Excerpt

The Process of Transition – Reforming The Heart For Growth
By Tavares D. Robinson

Detachment is not just a modern-day move that God recently started to initiate. It has been a stage that many, even in Scripture, had to undergo. God has detached people from their culture, from situations they have created, and even from their perceptions.

DETACHING US FROM WHAT WE HAVE KNOWN
God started the detachment process for Peter and his brother Andrew in Matthew 4:19–20, where he commands them to “‘Come, follow me … and I will make you fishers of men.’ At once they left their nets and followed him.” Jesus approaches Jewish men who have responsibilities and tells them in so many words to drop all they have known and follow behind him. In the Greek, the word for “drop” or “left” is aphiēmi. It means to divorce, to abandon, to go away and leave something behind. Jesus was telling these disciples to disconnect and disengage themselves when loyalty was all they knew. They had to be sure that Christ was the Messiah to forsake family in order to follow him. When God initiates transition, he is going to call us out of something that would bring us pain. He is closing a door that we thought would remain open. He will cut people loose who we thought would be riding with us forever. And all of that will require us to surrender our will and trust him.

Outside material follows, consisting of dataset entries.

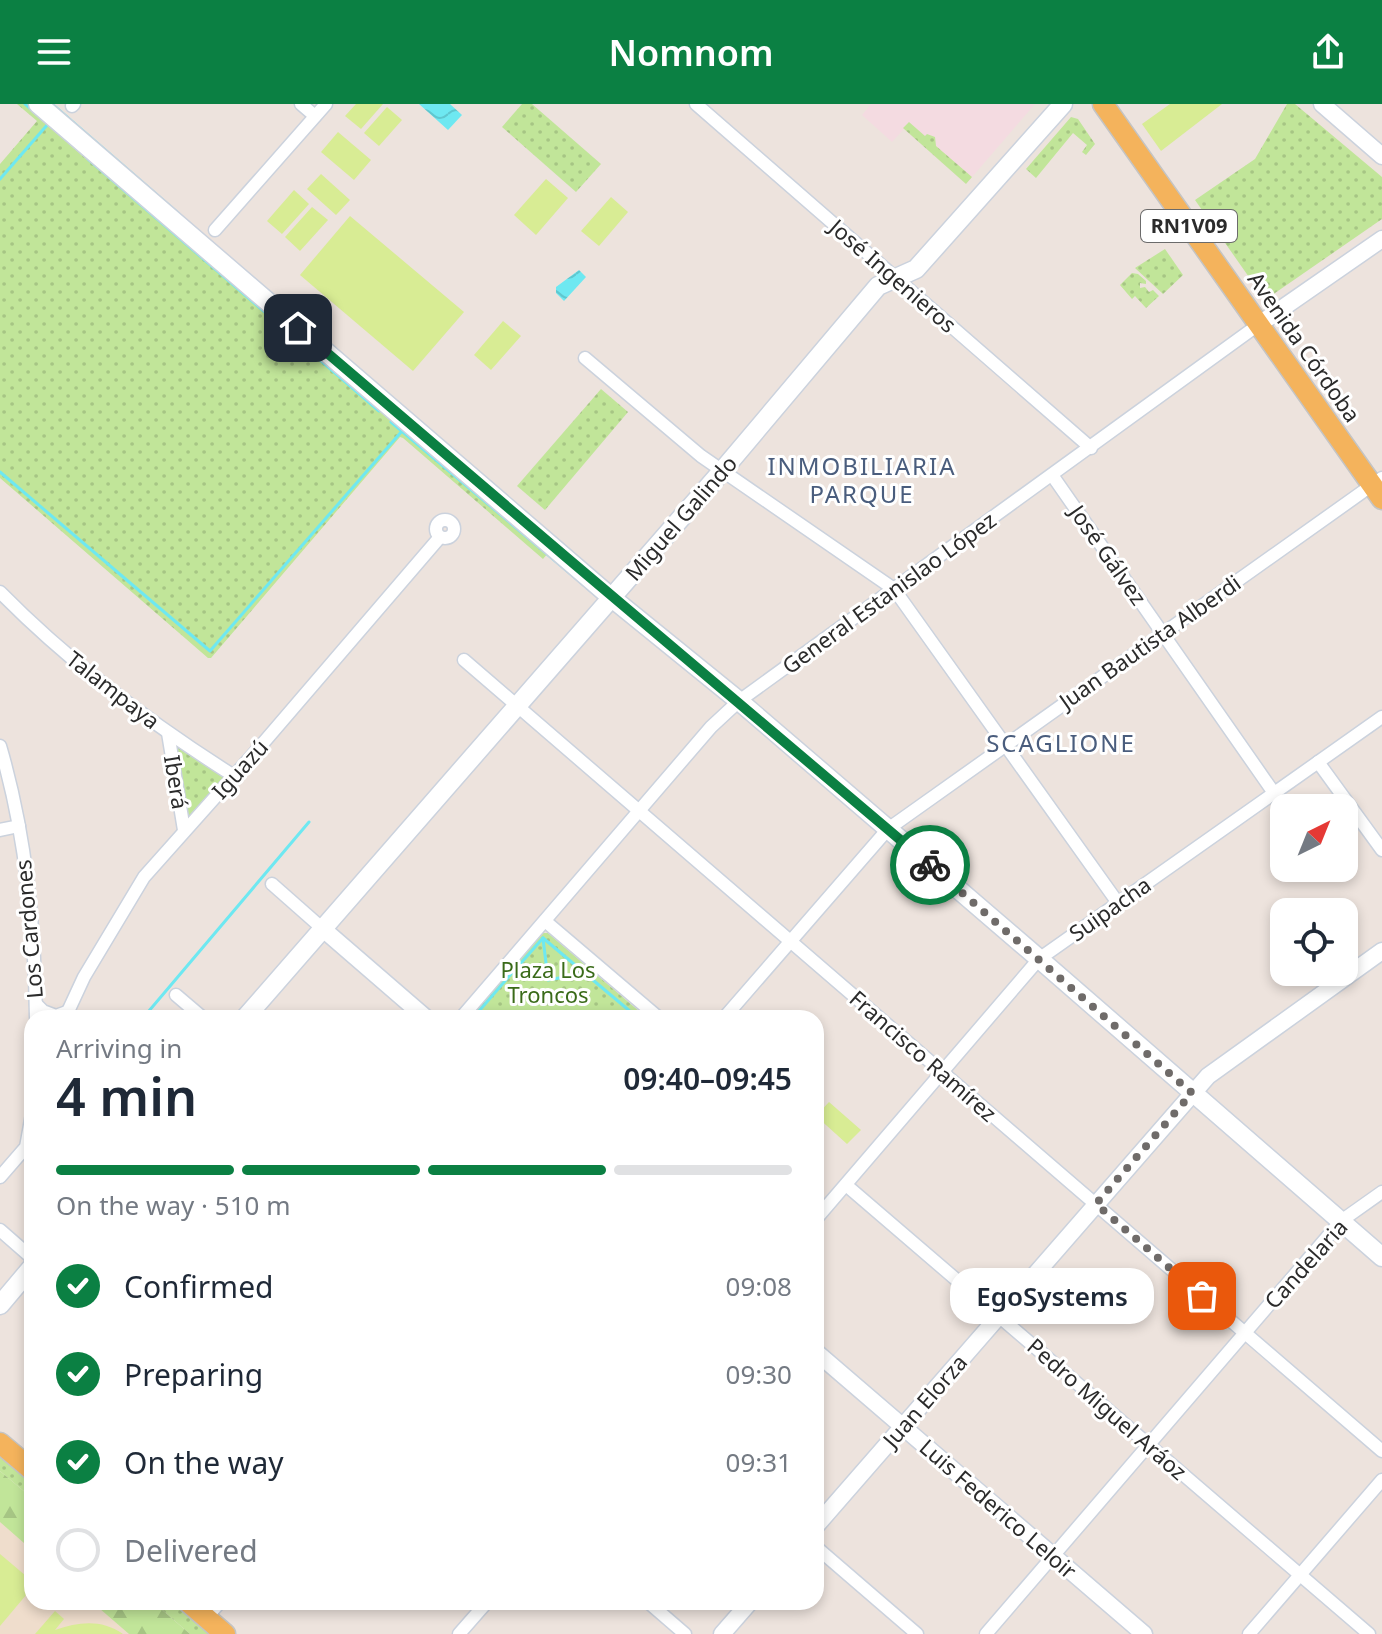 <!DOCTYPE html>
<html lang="en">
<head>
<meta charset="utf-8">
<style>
	:root { --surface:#fff; --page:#f2f2f3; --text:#1f2937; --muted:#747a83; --line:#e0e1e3; --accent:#0b8043 }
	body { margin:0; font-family:"Noto Sans",sans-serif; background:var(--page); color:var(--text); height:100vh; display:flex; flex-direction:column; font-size:30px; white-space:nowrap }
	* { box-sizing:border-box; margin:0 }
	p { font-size:26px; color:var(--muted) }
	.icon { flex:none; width:44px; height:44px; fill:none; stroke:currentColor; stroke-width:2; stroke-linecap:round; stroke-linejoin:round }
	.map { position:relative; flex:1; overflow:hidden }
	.sheet { position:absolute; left:24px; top:906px; width:800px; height:600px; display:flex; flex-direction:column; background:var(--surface); border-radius:24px; box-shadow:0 4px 12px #0003 }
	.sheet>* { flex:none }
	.needle { width:52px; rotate:43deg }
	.tools { position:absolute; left:1270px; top:690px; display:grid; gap:16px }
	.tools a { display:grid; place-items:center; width:88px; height:88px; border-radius:16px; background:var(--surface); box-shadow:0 4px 12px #0003; font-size:40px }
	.pin { position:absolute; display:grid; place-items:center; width:68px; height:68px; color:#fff; margin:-34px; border-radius:16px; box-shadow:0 4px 12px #0006 }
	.courier { position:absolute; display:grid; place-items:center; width:80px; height:80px; margin:-40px; border:6px solid #0b8043; border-radius:50%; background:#fff; color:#222; box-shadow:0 2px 10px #0007 }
	.bubble { position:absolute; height:56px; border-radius:24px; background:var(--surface); box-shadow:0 4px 12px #0003; font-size:26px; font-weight:600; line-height:56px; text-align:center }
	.overview em { font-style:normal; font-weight:600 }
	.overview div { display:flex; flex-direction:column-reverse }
	.overview { display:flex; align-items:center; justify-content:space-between; height:136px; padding:0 32px }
	h1 { font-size:52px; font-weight:600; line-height:60px }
	.bar { display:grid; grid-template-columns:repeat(4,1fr); gap:12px 8px; align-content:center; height:96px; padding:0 32px }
	.bar i { height:10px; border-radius:6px; background:var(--line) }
	.bar .active { background:var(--accent) }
	.bar p { grid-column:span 4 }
	ol { padding:0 32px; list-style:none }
	li { display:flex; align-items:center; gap:24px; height:88px }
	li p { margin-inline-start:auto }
	li .icon { padding:8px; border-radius:50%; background:var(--accent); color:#fff; stroke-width:4 }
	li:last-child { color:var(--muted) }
	li i { width:44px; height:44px; border:4px solid var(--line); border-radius:50% }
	header { display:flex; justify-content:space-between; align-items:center; height:104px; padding:0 32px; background:var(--accent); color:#fff; font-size:36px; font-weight:600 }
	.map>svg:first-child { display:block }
	.education { fill:#efddcc }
	.medical { fill:#f4dbe1 }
	.grass { fill:url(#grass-dots) }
	.forest { fill:url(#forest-firs) }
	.wetland { fill:url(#wetland-marsh) }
	.pitch { fill:#d8ec94 }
	.water { fill:url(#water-waves) }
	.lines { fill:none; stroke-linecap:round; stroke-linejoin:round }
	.stream { stroke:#6ee8f1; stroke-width:3 }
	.minor-casing { stroke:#cbd2dd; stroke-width:15 }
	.tertiary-casing { stroke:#cbd2dd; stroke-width:19 }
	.secondary-casing { stroke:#cbd2dd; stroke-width:21 }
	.primary-casing { stroke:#c4c4c4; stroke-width:23 }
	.minor { stroke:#fff; stroke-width:12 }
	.tertiary { stroke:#fff; stroke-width:16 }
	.secondary { stroke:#fff; stroke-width:18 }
	.primary { stroke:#f4b35c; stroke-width:20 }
	.done { stroke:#6f6b69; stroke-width:8; stroke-dasharray:0 14.4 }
	.route { stroke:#0b8043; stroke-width:10 }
	.labels { text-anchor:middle; stroke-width:6; stroke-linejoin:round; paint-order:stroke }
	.shield { fill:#fff; stroke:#6b6b6b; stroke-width:2 }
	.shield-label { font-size:20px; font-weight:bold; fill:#2b2b2b }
	.street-label { font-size:22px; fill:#2b2b2b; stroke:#fff }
	.park-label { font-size:22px; fill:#3a6b19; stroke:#fff }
	.neighbourhood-label { font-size:24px; letter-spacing:2px; fill:#4a5d7d; stroke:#fff }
</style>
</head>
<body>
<header><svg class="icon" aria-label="menu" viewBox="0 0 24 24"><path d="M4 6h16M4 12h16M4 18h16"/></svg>Nomnom<svg class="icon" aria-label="share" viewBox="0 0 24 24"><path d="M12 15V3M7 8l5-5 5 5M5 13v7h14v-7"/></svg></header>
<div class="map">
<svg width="1382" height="1530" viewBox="0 0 1382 1530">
	<defs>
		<pattern id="grass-dots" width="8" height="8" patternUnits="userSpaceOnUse" patternTransform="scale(2)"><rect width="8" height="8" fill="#c1e599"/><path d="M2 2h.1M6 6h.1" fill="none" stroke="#a6c584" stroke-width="1.8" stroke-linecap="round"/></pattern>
		<pattern id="forest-firs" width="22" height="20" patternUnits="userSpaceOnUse" patternTransform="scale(2)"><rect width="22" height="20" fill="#c1e599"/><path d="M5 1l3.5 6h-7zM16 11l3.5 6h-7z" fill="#a6c584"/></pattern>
		<pattern id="wetland-marsh" width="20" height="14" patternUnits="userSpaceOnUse" patternTransform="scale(2)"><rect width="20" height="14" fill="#c1e599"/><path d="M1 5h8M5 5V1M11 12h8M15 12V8" fill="none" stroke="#a6c584"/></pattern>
		<pattern id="water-waves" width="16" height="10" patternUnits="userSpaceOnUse" patternTransform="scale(2)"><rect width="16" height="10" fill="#6ee8f1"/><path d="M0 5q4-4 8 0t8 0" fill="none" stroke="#5fc7cf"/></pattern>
	</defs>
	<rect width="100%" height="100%" fill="#ede3dd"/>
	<path class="education" d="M0 1409 32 1436V1498H103L140 1530H0Z"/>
	<path class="medical" d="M871 0H1035L966 80 904 25 892 38 862 11Z"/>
	<g class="grass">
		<path d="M17 0H38L553 443 543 455 403 334 400 333 211 554H208L0 374V60L37 17Z"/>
		<path d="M522 0H532L601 60 576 88 502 23Z"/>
		<path d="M1287 0H1295L1382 73V115L1265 196 1195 96 1255 55Z"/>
		<path d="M1071 13 1078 15 1095 40 1086 51 1082 48 1087 41 1073 29 1036 74 1026 65Z"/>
		<path d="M909 18 925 32 927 30 935 33 936 42 972 73 966 80 903 24Z"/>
		<path d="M1165 145 1183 171 1163 190 1135 164Z"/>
		<path d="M1132 169 1138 170 1146 177V180L1140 179V184L1145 183 1149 188 1153 186 1159 192 1146 204 1135 192 1132 195 1120 181Z"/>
		<path d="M601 285 628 308 545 406 517 382Z"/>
		<path d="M168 629 234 672 184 726Z"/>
		<path d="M541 829H548L647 914H469Z"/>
		<path d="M0 1347 32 1374V1394L0 1367Z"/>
		<path d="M153 1498H179L216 1530H190Z"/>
	</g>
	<g class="forest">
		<path d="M0 1367 32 1394V1446L0 1418Z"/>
		<path d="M92 1498H153L190 1530H129Z"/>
	</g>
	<path class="wetland" d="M543 858C554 866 559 880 554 893 540 887 531 870 543 858Z"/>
	<g class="pitch">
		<path d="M356 0H383L361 25 345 12Z"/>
		<path d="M1170 0H1222L1161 47 1142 20Z"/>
		<path d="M387 3 402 16 379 42 364 29Z"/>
		<path d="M338 28 371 56 354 76 321 48Z"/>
		<path d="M321 70 350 96 336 111 307 85Z"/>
		<path d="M546 75 568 94 536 131 514 111Z"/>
		<path d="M294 86 309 100 282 130 267 117Z"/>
		<path d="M611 93 628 108 599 142 581 127Z"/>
		<path d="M312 103 328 116 300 147 285 133Z"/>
		<path d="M350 112 464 208 413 267 300 171Z"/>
		<path d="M503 217 521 232 491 266 474 251Z"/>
		<path d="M829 998 861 1026 847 1040 816 1012Z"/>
		<path d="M0 1450 32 1477V1484L0 1522Z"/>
		<path d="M55 1507 64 1515 55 1526C79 1518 101 1515 123 1530H35Z"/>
	</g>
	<g class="water">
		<path d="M419 0H450L462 11 448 26Z"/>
		<path d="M579 166 586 173 564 197 556 189V183Z"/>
	</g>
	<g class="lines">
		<g class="stream">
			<path d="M25 0 34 8"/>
			<path d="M52 0 179 110"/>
			<path d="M88 55 379 307"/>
			<path d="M0 75 48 20"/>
			<path d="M391 318 598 493"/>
			<path d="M0 368 210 547 402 327"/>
			<path d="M543 834 638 914"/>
			<path d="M543 834 548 876 581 870"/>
			<path d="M521 859 543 834"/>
			<path d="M143 914 309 718"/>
			<path d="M473 914 518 862"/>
		</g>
		<defs>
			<g id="minor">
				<path d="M301 0 315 12"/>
				<path d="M696 0 1091 344"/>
				<path d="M72 2 74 0"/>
				<path d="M215 126 326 0"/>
				<path d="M585 254 701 352 894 485 1118 799"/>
				<path d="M1052 371 1274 689"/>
				<circle cx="445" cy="425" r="9"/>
				<path d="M0 488C70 559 150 619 234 672"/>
				<path d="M464 556 1382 1347"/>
				<path d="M168 629 184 726"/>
				<path d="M0 642C26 730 35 822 36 914"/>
				<path d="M1318 658 1382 746"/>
				<path d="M0 726 19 722"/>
				<path d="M272 780 323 825"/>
				<path d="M545 817 659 914"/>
				<path d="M176 891 203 914"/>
				<path d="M36 900 43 907 56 912 67 908"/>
				<path d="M65 914 84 873 144 773 258 645 440 433"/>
				<path d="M461 914 711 623 739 597 1258 221"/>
				<path d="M724 914 888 725 1382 374"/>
				<path d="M0 1073 26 1043 32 1010"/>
				<path d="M846 1081 1369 1530"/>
				<path d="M816 1115 1039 855 1382 613"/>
				<path d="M0 1126 32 1154"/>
				<path d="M816 1443 917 1530"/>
				<path d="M648 1498 685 1530"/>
				<path d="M206 1514 220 1498"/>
				<path d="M459 1530 487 1498"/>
				<path d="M986 1530 1341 1117 1382 1088"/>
				<path d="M1249 1530 1382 1376"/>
			</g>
			<g id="tertiary">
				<path d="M1322 0 1382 52"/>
				<path d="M1258 221 1382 135"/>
				<path d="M323 825 426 914"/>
				<path d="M816 1248 1144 1530"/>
				<path d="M816 1422 1208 972 1382 847"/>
				<path d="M722 1530 750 1498"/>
			</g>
			<g id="secondary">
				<path d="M38 0 612 494 739 597 1029 846 1382 1153"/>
				<path d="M245 914 722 367 878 182 916 165 1063 0"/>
				<path d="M0 1201 32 1163"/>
			</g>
			<g id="primary">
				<path d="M1103 0 1382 395"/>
				<path d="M0 1339 32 1366"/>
				<path d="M188 1498 225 1530"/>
			</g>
		</defs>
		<use href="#minor" class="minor-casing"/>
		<use href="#tertiary" class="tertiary-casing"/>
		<use href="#secondary" class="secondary-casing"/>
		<use href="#primary" class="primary-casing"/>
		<use href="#minor" class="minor"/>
		<use href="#tertiary" class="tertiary"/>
		<use href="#secondary" class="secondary"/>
		<use href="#primary" class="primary"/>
	</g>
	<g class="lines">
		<path class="done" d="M930 761 1192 989 1096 1100 1202 1192"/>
		<path class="route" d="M298 224C508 404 718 583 930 761"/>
	</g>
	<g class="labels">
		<rect class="shield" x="1141" y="106" width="96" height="32" rx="6"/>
		<g class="shield-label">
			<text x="1189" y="129">RN1V09</text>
		</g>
		<g class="street-label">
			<text transform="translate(893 172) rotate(41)" y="8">José Ingenieros</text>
			<text transform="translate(1304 243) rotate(55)" y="8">Avenida Córdoba</text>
			<text transform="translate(681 414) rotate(-49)" y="8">Miguel Galindo</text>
			<text transform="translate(1108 451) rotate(55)" y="8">José Gálvez</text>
			<text transform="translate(889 489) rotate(-36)" y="8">General Estanislao López</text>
			<text transform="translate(1150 538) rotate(-35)" y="8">Juan Bautista Alberdi</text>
			<text transform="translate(113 586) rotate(38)" y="8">Talampaya</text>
			<text transform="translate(240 665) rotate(-48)" y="8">Iguazú</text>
			<text transform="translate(176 678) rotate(81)" y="8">Iberá</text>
			<text transform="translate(1110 805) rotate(-35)" y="8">Suipacha</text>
			<text transform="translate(29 825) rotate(-95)" y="8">Los Cardones</text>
			<text transform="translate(923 952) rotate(41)" y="8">Francisco Ramírez</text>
			<text transform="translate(1306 1160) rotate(-48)" y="8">Candelaria</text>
			<text transform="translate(925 1297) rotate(-49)" y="8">Juan Elorza</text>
			<text transform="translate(1107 1305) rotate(41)" y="8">Pedro Miguel Aráoz</text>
			<text transform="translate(998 1405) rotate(41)" y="8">Luis Federico Leloir</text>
		</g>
		<g class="park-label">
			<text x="548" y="874">Plaza Los<tspan x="548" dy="25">Troncos</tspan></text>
		</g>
		<g class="neighbourhood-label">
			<text x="862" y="371">INMOBILIARIA<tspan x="862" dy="28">PARQUE</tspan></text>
			<text x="1061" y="648">SCAGLIONE</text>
		</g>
	</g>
</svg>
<div class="tools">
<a><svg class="needle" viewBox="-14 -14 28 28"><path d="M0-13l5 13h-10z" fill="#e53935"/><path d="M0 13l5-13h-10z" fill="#747a83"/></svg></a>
<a><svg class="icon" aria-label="locate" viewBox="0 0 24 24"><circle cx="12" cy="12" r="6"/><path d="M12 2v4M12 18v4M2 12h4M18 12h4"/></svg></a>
</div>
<div class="pin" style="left:1202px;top:1192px;background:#ea580c"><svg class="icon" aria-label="bag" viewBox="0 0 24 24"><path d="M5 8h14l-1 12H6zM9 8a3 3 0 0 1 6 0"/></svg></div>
<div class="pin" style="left:298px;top:224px;background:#1f2937"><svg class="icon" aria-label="home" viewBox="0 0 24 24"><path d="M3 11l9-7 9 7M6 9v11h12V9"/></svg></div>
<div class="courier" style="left:930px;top:761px"><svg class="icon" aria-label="bike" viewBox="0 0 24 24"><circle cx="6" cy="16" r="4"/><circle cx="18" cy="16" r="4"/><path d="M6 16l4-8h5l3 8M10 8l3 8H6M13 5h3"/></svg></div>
<div class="bubble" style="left:950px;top:1164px;width:204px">EgoSystems</div>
<section class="sheet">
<div class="overview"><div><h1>4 min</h1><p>Arriving in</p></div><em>09:40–09:45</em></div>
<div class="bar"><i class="active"></i><i class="active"></i><i class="active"></i><i></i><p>On the way · 510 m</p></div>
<ol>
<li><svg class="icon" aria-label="check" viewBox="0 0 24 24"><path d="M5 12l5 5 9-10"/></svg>Confirmed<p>09:08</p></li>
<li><svg class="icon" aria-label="check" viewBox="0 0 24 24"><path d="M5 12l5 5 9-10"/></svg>Preparing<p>09:30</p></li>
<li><svg class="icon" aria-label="check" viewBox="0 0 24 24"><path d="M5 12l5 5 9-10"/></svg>On the way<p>09:31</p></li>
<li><i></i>Delivered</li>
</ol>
</section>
</div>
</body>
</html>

Peter and Andrew weren’t the only two who were detached from what they were so accustomed to. John and his brother James also had to experience the daunting task of detachment in Mark 1:19–20. The call to follow Christ demanded that they forsake their father and the fishing business, which was their source of income. Detachment shook the children of Israel, as well. This crowd could never fully transition with God because they struggled to let go of their past in Egypt. The Bible accounts describe how the children of Israel always wanted to go back to slavery whenever circumstances transpired that they weren’t expecting (Exod. 16:3; 17:3; Num. 14:3). Detachment moved them to a place of having to trust God, something they didn’t have to do in a controlled environment in Egypt. Yes, they were being beaten, and even treated unjustly, but the familiarity is all they knew and thus, the harsh treatment was easier to handle versus trusting God for what they could not see (Exod. 1:1–22; 5:1–23). They failed to realize that when someone is a slave to anything other than God’s will, that person will be disqualified for the promise.

We see this truth in the life of Moses, the one called to deliver the children of Israel from Egypt. Forty years prior, Moses attempted to be Israel’s deliverer in his own timing, through his own pride and ambitions, and failed (Exod. 2:11– 15; Acts 7:17–36). Forty years later, God sent him back to the Israelites broken and humbled. Because of God’s covenant with Israel, God did not allow the “son of Pharaoh” to deliver his people. Later, a shepherd—and a servant of God—would be their deliverer, but not without paying a great price.